[Collected data entries]
== Segment start ==

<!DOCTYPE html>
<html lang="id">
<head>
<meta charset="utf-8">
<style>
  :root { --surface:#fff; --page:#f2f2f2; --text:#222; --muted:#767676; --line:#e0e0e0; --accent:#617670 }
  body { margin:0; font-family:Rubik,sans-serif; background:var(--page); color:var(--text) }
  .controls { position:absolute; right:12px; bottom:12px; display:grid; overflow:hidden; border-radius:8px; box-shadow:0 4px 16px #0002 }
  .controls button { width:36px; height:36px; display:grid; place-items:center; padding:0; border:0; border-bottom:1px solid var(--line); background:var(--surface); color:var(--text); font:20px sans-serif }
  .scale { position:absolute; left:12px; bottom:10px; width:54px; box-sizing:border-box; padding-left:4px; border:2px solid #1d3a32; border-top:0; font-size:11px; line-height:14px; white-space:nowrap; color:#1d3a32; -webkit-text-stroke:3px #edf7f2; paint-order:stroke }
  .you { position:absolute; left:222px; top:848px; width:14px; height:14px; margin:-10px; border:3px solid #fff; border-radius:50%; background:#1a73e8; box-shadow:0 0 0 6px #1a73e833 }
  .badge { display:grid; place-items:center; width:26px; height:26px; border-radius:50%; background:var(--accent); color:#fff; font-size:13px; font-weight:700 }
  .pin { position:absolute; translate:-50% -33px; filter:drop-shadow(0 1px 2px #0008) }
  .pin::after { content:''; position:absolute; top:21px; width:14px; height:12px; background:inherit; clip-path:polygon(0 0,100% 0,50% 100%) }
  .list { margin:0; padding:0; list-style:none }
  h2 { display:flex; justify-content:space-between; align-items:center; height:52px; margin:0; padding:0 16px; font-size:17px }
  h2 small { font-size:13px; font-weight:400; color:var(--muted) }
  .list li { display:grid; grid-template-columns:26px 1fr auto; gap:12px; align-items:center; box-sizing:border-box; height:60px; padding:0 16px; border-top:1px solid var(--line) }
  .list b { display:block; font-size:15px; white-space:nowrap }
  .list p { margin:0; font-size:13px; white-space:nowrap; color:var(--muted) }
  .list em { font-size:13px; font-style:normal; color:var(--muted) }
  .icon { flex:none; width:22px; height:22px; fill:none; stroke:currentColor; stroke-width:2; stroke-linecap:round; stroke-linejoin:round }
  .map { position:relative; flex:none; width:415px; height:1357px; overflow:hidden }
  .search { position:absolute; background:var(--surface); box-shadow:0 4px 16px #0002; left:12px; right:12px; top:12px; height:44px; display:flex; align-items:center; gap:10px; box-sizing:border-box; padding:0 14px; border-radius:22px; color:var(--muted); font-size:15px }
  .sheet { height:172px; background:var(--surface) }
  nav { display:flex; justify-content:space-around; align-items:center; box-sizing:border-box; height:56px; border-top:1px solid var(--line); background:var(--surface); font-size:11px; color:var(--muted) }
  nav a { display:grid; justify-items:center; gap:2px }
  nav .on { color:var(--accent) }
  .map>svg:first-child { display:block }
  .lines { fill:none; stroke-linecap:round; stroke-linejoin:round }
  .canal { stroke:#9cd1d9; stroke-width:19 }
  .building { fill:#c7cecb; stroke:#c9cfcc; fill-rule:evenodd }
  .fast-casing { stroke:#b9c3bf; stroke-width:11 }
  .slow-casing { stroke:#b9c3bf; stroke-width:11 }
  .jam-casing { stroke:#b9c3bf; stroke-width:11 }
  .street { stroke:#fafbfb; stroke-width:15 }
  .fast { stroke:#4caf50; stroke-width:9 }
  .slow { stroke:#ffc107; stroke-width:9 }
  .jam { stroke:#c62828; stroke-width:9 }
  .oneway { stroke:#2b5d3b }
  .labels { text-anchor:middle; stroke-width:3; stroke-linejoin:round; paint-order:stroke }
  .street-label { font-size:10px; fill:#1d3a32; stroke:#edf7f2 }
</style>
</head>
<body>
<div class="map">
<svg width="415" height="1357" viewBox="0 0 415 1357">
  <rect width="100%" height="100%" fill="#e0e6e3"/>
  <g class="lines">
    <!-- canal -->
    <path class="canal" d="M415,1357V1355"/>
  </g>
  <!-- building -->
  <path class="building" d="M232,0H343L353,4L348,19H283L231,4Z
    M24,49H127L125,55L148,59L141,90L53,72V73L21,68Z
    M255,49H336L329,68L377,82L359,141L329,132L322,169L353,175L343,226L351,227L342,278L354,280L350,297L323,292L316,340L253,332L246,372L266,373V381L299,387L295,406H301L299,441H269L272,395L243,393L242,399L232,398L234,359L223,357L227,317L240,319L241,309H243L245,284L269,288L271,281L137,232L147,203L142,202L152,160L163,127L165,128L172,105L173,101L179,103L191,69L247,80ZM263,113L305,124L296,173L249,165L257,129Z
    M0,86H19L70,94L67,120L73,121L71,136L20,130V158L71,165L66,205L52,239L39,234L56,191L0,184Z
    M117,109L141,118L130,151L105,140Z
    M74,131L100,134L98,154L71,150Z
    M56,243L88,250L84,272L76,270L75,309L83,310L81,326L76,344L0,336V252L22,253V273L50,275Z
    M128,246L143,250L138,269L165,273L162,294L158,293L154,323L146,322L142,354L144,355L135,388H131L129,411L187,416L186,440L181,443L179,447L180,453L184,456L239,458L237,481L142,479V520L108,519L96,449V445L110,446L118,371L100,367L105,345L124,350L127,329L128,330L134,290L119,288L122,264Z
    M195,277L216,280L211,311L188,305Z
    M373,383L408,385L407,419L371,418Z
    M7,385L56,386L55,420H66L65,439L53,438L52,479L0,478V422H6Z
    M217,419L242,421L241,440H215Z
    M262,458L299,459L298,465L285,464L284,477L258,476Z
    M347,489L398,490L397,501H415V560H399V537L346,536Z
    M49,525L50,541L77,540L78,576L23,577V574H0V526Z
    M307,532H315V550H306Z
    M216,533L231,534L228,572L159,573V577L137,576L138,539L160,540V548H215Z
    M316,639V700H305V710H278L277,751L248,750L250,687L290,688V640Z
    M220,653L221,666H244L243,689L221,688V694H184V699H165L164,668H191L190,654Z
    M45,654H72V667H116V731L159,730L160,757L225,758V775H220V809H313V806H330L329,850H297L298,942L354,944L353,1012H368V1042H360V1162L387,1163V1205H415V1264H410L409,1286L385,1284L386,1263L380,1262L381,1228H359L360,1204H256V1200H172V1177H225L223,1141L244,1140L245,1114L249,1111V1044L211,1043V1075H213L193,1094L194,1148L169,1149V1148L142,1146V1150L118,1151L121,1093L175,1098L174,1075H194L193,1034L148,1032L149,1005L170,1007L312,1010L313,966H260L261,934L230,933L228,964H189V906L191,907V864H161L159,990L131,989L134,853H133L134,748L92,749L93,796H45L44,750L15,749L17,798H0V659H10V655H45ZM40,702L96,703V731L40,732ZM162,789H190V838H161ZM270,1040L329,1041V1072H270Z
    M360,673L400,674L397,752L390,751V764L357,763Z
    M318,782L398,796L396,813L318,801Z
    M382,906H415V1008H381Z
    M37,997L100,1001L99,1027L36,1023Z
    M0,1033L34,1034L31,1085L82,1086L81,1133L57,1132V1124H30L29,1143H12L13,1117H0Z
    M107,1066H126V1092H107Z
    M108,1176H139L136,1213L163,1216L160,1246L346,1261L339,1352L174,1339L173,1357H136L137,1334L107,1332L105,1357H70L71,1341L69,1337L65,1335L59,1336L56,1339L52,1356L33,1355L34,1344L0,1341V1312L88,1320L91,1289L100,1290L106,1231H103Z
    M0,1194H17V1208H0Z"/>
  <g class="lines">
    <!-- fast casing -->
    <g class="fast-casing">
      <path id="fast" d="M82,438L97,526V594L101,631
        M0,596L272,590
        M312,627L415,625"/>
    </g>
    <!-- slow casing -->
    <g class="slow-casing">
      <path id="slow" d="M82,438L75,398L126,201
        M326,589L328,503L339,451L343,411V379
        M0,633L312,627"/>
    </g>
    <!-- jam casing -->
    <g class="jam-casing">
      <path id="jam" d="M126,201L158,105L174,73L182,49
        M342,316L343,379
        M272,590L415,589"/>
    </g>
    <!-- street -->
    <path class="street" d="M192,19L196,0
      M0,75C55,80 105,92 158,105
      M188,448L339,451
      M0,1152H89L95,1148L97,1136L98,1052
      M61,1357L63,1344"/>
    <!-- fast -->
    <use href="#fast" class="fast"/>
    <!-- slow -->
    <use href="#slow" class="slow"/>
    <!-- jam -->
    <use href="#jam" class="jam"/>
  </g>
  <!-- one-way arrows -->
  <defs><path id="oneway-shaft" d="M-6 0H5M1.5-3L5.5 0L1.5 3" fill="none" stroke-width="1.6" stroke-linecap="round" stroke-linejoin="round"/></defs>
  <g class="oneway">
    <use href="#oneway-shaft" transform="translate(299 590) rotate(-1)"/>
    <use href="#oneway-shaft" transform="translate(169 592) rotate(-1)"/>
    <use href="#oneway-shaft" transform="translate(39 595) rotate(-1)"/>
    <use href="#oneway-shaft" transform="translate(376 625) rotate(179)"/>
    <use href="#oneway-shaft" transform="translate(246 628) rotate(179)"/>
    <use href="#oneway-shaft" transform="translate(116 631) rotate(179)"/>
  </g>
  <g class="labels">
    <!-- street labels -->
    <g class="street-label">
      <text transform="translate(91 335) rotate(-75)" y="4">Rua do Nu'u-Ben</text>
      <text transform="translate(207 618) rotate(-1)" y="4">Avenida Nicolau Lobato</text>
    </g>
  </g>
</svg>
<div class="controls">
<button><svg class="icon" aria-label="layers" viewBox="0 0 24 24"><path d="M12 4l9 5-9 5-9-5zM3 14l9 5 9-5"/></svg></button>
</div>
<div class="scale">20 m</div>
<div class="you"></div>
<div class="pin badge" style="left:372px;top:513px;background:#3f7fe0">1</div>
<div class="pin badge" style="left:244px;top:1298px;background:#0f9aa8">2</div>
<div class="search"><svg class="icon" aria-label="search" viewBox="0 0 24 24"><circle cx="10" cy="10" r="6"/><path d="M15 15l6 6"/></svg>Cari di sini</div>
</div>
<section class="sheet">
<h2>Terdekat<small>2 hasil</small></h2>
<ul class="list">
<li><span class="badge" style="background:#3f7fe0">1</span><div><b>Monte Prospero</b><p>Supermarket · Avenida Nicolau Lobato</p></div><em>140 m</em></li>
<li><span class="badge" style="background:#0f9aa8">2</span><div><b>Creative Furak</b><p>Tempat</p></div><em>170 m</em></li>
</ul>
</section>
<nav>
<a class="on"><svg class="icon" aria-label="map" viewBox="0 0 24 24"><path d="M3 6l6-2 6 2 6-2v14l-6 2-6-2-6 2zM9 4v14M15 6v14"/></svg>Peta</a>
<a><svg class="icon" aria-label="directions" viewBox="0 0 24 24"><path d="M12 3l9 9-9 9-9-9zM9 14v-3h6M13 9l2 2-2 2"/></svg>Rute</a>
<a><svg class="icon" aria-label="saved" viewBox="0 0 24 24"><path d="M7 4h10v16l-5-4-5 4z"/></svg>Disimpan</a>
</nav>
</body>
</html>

== Segment end ==

> Aim of the exercise: Look above for the line that contains "font-size:10px; fill:#1d3a32; stroke:#edf7f2". Starting there, transcribe every line exactly until you have copied the line that contains "<!-- building -->".

> Result below:
  .street-label { font-size:10px; fill:#1d3a32; stroke:#edf7f2 }
</style>
</head>
<body>
<div class="map">
<svg width="415" height="1357" viewBox="0 0 415 1357">
  <rect width="100%" height="100%" fill="#e0e6e3"/>
  <g class="lines">
    <!-- canal -->
    <path class="canal" d="M415,1357V1355"/>
  </g>
  <!-- building -->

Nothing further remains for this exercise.